At the monastery’s library, Galileo was given a book by his father, the son of Siderius, which they presented to Dr. G. Viglia. Galileo was asked to read to him one of the two books – a paper titled “The Unabomber”; he replied, “I have only one point of view; how to describe it. It is an immense object, but I cannot say much because I have only one opinion. It should be put into a box and given to Dr. G. Viglia, who will write it to his name. I am astonished that to me such a great and powerful book cannot be written and published within the hour. It proves for me an incredible power to give this extraordinary object the power to see and communicate with the sky.” During this time, Galileo set out to find out what people from all directions thought of him.
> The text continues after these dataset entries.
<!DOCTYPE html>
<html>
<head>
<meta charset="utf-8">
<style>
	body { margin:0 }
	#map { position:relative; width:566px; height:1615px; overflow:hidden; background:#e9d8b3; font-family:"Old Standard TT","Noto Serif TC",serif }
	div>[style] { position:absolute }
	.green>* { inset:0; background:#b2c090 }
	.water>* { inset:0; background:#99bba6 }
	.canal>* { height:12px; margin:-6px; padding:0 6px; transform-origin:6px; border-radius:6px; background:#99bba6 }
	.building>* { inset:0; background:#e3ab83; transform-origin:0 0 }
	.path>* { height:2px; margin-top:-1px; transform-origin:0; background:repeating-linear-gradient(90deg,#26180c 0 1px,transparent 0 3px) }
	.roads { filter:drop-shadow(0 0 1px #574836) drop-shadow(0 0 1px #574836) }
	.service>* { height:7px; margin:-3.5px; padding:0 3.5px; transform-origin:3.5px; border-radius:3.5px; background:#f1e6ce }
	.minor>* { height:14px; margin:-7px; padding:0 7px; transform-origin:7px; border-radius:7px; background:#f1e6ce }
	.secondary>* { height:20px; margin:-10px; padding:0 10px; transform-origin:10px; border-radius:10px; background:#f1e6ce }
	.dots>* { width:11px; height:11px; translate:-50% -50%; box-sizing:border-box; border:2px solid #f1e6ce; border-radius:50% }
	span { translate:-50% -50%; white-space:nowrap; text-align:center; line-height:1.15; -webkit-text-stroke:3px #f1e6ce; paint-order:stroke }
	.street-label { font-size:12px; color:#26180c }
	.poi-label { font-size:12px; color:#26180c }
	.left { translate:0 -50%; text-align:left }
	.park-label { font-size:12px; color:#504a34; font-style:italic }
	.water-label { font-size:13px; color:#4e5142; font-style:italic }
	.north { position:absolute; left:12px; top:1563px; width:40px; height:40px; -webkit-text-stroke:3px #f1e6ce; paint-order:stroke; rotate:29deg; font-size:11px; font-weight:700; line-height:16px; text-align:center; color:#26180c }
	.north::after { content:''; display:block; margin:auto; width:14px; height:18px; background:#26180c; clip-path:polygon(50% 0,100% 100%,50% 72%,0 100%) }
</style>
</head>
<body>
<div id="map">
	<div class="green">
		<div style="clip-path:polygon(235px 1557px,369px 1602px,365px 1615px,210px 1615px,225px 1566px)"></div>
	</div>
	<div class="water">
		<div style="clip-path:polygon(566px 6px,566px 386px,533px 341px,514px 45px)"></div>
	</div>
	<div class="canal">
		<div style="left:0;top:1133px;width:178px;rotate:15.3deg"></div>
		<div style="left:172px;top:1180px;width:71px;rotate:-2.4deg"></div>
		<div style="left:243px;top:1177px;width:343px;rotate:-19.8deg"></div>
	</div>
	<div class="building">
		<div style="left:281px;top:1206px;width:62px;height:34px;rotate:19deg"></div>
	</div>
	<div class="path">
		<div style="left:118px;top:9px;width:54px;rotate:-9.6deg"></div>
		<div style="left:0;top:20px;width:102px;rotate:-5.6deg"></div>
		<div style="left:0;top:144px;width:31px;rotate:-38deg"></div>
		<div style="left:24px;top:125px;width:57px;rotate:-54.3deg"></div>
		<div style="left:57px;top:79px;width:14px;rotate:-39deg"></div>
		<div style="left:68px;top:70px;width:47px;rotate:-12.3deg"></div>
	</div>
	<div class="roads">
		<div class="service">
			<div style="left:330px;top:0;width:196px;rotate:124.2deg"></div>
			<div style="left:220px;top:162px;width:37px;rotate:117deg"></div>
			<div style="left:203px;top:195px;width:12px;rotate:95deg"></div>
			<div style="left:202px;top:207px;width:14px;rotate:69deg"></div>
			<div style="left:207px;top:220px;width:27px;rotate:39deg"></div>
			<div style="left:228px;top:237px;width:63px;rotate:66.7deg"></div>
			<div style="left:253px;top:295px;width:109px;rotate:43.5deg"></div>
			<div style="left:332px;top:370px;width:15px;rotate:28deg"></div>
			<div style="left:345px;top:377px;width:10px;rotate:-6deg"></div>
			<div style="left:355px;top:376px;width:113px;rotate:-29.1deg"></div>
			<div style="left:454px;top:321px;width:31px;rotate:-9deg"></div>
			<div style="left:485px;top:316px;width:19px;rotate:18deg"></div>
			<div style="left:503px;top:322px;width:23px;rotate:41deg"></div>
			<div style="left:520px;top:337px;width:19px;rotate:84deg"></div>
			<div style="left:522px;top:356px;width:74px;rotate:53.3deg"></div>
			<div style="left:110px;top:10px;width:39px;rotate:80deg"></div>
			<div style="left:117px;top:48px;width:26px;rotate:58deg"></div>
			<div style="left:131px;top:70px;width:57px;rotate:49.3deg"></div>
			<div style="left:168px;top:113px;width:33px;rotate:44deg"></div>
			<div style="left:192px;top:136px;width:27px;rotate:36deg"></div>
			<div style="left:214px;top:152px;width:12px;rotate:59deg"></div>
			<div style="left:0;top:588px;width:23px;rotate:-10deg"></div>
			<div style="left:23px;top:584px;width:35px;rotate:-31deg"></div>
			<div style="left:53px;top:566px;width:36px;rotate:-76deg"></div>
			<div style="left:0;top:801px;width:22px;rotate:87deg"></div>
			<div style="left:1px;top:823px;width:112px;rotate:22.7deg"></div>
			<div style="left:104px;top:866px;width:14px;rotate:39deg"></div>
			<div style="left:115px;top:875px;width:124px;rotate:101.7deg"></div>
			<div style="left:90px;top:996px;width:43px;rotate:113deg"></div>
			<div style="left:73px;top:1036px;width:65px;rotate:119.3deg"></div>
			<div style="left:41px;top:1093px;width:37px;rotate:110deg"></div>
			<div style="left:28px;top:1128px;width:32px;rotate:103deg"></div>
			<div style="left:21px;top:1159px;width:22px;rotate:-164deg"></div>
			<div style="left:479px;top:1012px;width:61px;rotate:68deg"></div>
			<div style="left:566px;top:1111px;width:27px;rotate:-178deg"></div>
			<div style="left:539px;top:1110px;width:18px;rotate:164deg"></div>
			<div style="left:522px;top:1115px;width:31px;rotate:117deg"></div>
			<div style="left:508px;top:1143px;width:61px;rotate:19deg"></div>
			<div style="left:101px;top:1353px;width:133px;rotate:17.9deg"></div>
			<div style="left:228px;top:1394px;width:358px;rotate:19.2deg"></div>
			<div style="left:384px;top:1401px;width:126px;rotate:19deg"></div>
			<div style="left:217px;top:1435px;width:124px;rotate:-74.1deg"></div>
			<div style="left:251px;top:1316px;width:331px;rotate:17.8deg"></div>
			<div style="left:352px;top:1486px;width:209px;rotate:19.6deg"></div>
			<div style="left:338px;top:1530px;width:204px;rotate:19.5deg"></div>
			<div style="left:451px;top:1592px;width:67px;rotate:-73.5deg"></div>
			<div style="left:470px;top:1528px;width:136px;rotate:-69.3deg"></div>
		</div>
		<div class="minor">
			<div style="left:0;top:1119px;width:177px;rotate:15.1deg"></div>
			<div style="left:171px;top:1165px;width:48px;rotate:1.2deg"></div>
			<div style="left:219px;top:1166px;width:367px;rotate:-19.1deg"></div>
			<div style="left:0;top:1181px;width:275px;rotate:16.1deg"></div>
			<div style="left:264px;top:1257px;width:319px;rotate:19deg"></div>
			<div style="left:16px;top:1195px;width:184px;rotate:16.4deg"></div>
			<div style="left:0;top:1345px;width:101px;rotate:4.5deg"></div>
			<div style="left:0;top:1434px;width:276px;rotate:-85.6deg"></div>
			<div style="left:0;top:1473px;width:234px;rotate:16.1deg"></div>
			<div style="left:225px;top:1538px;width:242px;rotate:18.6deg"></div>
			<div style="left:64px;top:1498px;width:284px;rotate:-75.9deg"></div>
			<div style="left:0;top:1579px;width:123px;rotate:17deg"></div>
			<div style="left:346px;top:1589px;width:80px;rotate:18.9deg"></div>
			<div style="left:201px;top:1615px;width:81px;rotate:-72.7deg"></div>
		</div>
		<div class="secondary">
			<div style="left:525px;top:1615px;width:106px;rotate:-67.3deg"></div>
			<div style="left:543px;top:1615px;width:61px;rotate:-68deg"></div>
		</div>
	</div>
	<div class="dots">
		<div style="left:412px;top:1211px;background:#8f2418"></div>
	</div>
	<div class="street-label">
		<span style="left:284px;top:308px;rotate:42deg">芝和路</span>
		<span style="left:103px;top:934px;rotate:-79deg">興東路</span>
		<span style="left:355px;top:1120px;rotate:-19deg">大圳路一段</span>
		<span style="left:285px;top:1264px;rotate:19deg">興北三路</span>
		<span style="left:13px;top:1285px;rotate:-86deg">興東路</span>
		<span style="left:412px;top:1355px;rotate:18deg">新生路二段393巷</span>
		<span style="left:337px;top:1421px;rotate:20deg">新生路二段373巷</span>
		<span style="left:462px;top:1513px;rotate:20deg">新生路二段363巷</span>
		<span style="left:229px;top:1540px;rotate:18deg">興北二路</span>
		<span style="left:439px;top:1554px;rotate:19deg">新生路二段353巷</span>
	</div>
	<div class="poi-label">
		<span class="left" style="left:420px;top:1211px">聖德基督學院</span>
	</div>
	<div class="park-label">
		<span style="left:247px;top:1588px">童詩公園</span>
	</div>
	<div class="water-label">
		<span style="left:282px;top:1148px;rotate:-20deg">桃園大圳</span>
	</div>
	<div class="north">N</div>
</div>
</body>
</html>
Pope Agrippa asked Galileo whether he had heard of the “unabomber” or any of its authors, and was told that as Galileo had known the words, he still had not heard. (The Unabomber refers to Galileo who, as the source of the first three discoveries, and being asked if he had heard of the author, replied, “He probably had that word written in his head”. This is a reference to the late Pope Agrippa’s statement about Galileo who, upon learning of the book which he had read in order to read it into the hands of Galileo, wrote in a kind of sarcastic tone, which is described as “the strongest language that ever I have seen spoken amongst mankind”.) Galileo also discovered a letter from the Italian cardinal, in which he mentioned the name of the famous physicist Dr. W. M. Blanco, who had given him the name of the “Uroide

Galileos ideals came as a shock to the citizens of Italy and other nations. It is in human nature to fear the unknown. Society was dislodged out of a rut that had been traveled by for decades. Some admired the change, while must yearned for the daily routine which had become a part of their life. A theory completely contradicting the one Italians had excepted, came as an unexpected surprise. This upset many people and ideas and notions were put in motion to dispose of this so-called seditious idea and the person behind it.